Collected data entries
Segment Open
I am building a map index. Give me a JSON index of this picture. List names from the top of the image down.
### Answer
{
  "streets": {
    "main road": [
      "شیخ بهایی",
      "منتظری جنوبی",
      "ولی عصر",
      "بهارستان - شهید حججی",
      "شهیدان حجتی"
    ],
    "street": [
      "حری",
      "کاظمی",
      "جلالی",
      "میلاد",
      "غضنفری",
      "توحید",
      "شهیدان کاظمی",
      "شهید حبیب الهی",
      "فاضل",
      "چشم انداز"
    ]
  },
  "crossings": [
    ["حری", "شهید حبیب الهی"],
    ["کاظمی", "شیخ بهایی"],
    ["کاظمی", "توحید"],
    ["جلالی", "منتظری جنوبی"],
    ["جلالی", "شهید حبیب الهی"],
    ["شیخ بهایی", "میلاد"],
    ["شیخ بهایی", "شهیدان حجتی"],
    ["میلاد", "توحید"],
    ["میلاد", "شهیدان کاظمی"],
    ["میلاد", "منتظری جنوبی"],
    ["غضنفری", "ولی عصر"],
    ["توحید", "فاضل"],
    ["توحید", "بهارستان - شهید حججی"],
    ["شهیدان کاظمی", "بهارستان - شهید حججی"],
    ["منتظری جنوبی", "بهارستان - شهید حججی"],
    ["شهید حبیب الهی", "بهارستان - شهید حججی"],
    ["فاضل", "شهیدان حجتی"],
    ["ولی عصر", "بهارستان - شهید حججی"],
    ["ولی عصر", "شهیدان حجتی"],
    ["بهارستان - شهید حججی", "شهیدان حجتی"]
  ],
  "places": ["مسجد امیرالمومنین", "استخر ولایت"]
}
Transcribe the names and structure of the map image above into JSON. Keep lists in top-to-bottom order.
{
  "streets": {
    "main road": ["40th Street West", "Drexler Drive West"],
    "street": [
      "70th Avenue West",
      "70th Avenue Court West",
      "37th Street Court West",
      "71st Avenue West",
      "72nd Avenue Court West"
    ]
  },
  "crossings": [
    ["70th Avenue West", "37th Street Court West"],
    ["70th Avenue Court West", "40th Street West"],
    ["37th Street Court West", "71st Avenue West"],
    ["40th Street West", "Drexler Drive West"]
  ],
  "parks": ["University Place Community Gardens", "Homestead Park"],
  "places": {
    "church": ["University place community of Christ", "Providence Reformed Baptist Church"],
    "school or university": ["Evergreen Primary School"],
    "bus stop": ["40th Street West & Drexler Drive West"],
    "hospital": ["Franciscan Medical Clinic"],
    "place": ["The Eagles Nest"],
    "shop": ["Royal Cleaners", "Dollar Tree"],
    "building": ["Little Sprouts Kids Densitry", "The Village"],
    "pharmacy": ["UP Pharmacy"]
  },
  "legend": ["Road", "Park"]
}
Segment Closed
◆ **Work required**: After reading the data, retype all of it exactly as it reads.

◆ **Answer space**:
I am building a map index. Give me a JSON index of this picture. List names from the top of the image down.
### Answer
{
  "streets": {
    "main road": [
      "شیخ بهایی",
      "منتظری جنوبی",
      "ولی عصر",
      "بهارستان - شهید حججی",
      "شهیدان حجتی"
    ],
    "street": [
      "حری",
      "کاظمی",
      "جلالی",
      "میلاد",
      "غضنفری",
      "توحید",
      "شهیدان کاظمی",
      "شهید حبیب الهی",
      "فاضل",
      "چشم انداز"
    ]
  },
  "crossings": [
    ["حری", "شهید حبیب الهی"],
    ["کاظمی", "شیخ بهایی"],
    ["کاظمی", "توحید"],
    ["جلالی", "منتظری جنوبی"],
    ["جلالی", "شهید حبیب الهی"],
    ["شیخ بهایی", "میلاد"],
    ["شیخ بهایی", "شهیدان حجتی"],
    ["میلاد", "توحید"],
    ["میلاد", "شهیدان کاظمی"],
    ["میلاد", "منتظری جنوبی"],
    ["غضنفری", "ولی عصر"],
    ["توحید", "فاضل"],
    ["توحید", "بهارستان - شهید حججی"],
    ["شهیدان کاظمی", "بهارستان - شهید حججی"],
    ["منتظری جنوبی", "بهارستان - شهید حججی"],
    ["شهید حبیب الهی", "بهارستان - شهید حججی"],
    ["فاضل", "شهیدان حجتی"],
    ["ولی عصر", "بهارستان - شهید حججی"],
    ["ولی عصر", "شهیدان حجتی"],
    ["بهارستان - شهید حججی", "شهیدان حجتی"]
  ],
  "places": ["مسجد امیرالمومنین", "استخر ولایت"]
}
Transcribe the names and structure of the map image above into JSON. Keep lists in top-to-bottom order.
{
  "streets": {
    "main road": ["40th Street West", "Drexler Drive West"],
    "street": [
      "70th Avenue West",
      "70th Avenue Court West",
      "37th Street Court West",
      "71st Avenue West",
      "72nd Avenue Court West"
    ]
  },
  "crossings": [
    ["70th Avenue West", "37th Street Court West"],
    ["70th Avenue Court West", "40th Street West"],
    ["37th Street Court West", "71st Avenue West"],
    ["40th Street West", "Drexler Drive West"]
  ],
  "parks": ["University Place Community Gardens", "Homestead Park"],
  "places": {
    "church": ["University place community of Christ", "Providence Reformed Baptist Church"],
    "school or university": ["Evergreen Primary School"],
    "bus stop": ["40th Street West & Drexler Drive West"],
    "hospital": ["Franciscan Medical Clinic"],
    "place": ["The Eagles Nest"],
    "shop": ["Royal Cleaners", "Dollar Tree"],
    "building": ["Little Sprouts Kids Densitry", "The Village"],
    "pharmacy": ["UP Pharmacy"]
  },
  "legend": ["Road", "Park"]
}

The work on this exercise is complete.